10 Ways to Live a Less Stressful Life

Stress is a major problem for many people. You might be worried about a hectic, stressful job, a chaotic home life, bills to worry about, or have bad habits such as unhealthy eating, drinking, and smoking that you are trying to break. All of this can lead to a mountain of stress.

Even if you reduce your stress, your life will probably never be stress-free. I don’t think that’s desirable, even if it is possible, because stress is something that challenges us and helps us grow. At a reasonable level. But when stress gets too high, it causes us to be unhappy and unhealthy.

If your life is full of stress there are some simple things you can do to get your life to a more manageable level.

10 Ways to Live a Less Stressful Life

1. One Thing at a Time

This is the simplest and best way to start reducing your stress, and you can start today. Right now. Focus as much as possible on doing one thing at a time. Clear your desk of distractions. Pick something to work on.

Need to write a report? Do only that. Remove distractions such as phones and email notifications while you’re working on that report. If you’re going to do email, do only that. This takes practice, and you’ll get urges to do other things. Just keep practicing and you’ll get better at it.

2. Simplify Your Schedule

A hectic schedule is a major cause of high stress. Simplify by reducing the number of commitments in your life to just the essential ones.

Learn to say no to the rest and slowly get out of commitments that aren’t beneficial to you. Schedule only a few important things each day, and put space between them. Get out of meetings when they aren’t absolutely essential. Leave room for downtime and fun.

3. Get Moving

(Aren’t you glad I didn’t title this section exercise? But seriously, I tend to talk about exercise an awful lot. I can’t help that it’s important.) Do something each day to be active. Walk, hike, play a sport, go for a run, do yoga. It doesn’t have to be grueling to reduce stress. Just move. Have fun doing it.

4. Develop One Healthy Habit this Month

Other than getting active, improving your health overall will help with the stress. But do it one habit at a time.

Eat fruits and veggies for snacks. Floss every day. Quit smoking. Cook something healthy for dinner. Drink water instead of soda.

One habit at a time.

5. Do Something Calming

What do you enjoy that calms you down?

For many people, it can be the “get moving” activity discussed above. But it could also be taking a nap, or a bath, or reading.

Other people are calmed by housework or yardwork. Some people like to meditate or take a nature walk. Find your calming activity and try to do it each day.

6. Simplify Your Finances

Finances can be a drain on your energy and a major stressor. If that’s true with you, figure out ways to simplify things.
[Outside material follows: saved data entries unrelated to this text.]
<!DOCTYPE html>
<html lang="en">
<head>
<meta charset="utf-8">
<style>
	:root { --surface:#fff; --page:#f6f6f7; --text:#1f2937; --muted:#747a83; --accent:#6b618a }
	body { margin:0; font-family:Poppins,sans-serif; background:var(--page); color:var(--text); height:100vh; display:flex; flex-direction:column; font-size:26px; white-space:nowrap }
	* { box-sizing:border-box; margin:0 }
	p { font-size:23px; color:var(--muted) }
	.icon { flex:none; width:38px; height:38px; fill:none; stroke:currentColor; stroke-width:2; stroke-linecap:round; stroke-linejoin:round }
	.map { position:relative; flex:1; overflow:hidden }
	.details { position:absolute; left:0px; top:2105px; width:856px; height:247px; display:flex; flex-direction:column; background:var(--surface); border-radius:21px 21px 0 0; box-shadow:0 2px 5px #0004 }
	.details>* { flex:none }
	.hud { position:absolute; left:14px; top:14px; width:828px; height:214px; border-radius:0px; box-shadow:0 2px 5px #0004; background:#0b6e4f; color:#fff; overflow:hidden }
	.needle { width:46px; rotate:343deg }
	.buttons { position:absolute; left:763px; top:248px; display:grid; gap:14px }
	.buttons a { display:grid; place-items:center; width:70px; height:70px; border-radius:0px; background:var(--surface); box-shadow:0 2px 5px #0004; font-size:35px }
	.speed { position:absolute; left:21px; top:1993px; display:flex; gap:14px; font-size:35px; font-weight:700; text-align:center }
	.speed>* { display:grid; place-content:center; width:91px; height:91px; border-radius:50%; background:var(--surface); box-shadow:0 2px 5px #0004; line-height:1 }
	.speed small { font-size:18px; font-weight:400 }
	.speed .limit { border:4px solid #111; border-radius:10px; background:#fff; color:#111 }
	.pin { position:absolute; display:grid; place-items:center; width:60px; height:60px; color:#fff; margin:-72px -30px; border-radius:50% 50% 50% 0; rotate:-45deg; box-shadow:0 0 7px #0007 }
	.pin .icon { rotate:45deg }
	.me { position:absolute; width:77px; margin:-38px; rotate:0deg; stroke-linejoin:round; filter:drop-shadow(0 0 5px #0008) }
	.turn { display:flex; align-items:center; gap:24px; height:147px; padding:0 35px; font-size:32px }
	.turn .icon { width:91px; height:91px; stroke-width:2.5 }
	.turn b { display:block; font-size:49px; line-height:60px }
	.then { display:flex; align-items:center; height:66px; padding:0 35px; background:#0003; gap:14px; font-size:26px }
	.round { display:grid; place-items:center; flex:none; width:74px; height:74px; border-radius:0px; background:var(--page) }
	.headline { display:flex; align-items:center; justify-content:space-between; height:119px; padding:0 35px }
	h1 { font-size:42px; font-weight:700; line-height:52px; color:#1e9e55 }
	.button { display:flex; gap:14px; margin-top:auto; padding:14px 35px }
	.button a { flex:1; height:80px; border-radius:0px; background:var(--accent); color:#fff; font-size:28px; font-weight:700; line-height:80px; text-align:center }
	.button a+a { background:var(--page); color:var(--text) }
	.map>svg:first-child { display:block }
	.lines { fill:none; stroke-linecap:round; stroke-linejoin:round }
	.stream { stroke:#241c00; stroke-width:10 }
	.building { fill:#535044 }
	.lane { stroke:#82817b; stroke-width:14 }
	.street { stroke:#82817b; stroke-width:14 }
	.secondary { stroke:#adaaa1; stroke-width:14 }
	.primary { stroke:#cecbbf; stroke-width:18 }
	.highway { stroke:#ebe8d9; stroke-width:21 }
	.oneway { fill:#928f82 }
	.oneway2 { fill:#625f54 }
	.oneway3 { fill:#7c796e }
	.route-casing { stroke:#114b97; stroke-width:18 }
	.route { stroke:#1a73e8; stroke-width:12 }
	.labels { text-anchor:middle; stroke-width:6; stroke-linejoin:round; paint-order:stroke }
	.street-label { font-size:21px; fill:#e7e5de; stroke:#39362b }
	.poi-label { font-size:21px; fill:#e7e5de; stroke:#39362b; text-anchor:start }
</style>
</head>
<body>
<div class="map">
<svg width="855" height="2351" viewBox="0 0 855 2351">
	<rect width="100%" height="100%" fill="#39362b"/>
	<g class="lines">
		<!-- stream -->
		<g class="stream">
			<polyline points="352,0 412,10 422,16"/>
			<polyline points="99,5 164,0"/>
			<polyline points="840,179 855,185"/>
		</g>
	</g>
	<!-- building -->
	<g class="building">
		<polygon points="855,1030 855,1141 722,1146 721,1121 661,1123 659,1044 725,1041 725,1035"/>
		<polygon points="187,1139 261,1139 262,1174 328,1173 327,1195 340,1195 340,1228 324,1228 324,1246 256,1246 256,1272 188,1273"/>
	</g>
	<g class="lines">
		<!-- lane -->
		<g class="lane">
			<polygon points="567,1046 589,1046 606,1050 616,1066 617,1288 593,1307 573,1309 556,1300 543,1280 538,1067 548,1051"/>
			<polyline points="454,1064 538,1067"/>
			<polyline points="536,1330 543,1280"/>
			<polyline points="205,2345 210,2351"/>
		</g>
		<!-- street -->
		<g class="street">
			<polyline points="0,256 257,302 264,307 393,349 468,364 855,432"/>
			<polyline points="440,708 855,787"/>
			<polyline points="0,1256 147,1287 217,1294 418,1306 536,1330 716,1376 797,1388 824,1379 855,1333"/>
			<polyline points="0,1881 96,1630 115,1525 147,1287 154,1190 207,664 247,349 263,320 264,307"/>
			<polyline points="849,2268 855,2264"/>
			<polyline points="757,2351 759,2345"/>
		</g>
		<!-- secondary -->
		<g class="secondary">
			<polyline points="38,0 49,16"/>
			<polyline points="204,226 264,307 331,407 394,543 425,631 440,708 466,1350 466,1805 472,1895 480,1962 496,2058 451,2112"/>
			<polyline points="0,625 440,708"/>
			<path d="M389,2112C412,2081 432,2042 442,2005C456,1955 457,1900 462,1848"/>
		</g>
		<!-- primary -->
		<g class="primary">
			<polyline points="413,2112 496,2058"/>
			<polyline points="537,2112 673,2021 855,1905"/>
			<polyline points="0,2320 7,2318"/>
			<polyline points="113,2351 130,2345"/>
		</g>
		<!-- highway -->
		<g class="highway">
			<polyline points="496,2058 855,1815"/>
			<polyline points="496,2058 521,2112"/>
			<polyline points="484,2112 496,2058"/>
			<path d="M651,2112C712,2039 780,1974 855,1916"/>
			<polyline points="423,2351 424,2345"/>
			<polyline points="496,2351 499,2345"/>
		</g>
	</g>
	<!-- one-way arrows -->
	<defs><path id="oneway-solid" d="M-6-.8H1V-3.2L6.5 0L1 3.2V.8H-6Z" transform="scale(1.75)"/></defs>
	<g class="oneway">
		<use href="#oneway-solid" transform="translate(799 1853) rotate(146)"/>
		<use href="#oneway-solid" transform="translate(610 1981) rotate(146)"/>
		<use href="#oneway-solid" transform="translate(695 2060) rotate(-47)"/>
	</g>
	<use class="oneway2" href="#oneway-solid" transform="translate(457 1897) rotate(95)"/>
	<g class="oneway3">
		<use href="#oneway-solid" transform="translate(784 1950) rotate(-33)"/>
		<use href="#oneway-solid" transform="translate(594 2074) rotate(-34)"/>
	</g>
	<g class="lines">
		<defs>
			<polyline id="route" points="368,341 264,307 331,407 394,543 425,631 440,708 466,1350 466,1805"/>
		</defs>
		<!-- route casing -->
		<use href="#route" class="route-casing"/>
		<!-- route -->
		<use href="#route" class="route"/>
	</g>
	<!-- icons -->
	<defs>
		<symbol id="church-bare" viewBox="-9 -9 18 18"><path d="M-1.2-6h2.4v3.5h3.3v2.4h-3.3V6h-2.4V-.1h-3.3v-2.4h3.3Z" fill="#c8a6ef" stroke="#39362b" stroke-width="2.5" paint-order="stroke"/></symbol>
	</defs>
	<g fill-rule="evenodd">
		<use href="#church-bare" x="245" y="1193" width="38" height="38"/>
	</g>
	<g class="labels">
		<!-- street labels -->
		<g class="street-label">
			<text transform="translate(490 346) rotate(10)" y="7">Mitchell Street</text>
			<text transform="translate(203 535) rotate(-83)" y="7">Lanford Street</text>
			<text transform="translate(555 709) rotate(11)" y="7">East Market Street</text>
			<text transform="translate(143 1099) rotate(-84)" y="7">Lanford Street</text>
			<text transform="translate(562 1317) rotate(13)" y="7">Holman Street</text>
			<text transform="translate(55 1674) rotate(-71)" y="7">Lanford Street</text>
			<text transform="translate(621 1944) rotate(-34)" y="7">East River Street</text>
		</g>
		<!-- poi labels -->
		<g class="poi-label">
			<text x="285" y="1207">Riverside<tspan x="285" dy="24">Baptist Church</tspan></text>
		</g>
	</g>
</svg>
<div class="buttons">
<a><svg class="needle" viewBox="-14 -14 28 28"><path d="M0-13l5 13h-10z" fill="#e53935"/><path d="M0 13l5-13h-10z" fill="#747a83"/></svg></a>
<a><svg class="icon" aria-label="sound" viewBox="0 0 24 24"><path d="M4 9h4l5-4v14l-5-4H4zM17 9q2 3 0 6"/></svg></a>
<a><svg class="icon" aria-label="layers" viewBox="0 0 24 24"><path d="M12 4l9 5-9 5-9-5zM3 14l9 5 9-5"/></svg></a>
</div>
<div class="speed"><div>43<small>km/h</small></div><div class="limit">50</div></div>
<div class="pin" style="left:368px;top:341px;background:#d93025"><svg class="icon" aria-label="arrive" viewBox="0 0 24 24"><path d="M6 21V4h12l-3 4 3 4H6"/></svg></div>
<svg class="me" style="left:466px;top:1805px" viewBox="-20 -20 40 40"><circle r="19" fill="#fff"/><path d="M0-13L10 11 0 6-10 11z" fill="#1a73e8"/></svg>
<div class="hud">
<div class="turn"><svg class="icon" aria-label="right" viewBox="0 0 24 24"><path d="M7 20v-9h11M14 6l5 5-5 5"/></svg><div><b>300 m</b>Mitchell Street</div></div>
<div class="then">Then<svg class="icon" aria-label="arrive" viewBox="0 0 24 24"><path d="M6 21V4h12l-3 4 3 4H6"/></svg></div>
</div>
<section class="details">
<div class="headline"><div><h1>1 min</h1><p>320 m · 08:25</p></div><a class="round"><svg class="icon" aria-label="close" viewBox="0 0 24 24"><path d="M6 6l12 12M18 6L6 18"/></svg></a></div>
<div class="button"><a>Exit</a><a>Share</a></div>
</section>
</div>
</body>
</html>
Automate savings and bill payments and debt payments. Spend less by going shopping (at malls or online) much less. Find ways to have fun that don’t involve spending money.

7. Have a Blast

Have fun each day, even if it’s just for a few minutes. Whatever you choose, be sure to laugh.

8. Get Creative

Throwing yourself into a creative activity is another great way to de-stress and to prevent stress.

I like writing, but others like to paint or play music or sketch or make pottery or do interior design or build things.

9. Declutter

I know that could cause more stress for you than to take away. If that is the case then please disregard this tip. Or try it again. Maybe it will be less stressful. For me, I like to take 20-30 minutes and just go through a room, getting rid of stuff we don’t use or need anymore.

I look around at anything that’s cluttering up a room, and get rid of it or find a better place for it. When I’m done, I have a nice, peaceful environment for work, play, and living. Do this a little at a time — it can be one of your “fun activities”.

10. Be Early

Try to leave earlier by getting ready earlier, or by scheduling more space between events. Things always take longer than normal, so schedule some buffer time.

Extra time to get ready, to commute, to do errands before you need to be somewhere, to attend a meeting before another scheduled appointment. If you get somewhere early, it’s good to have some reading material.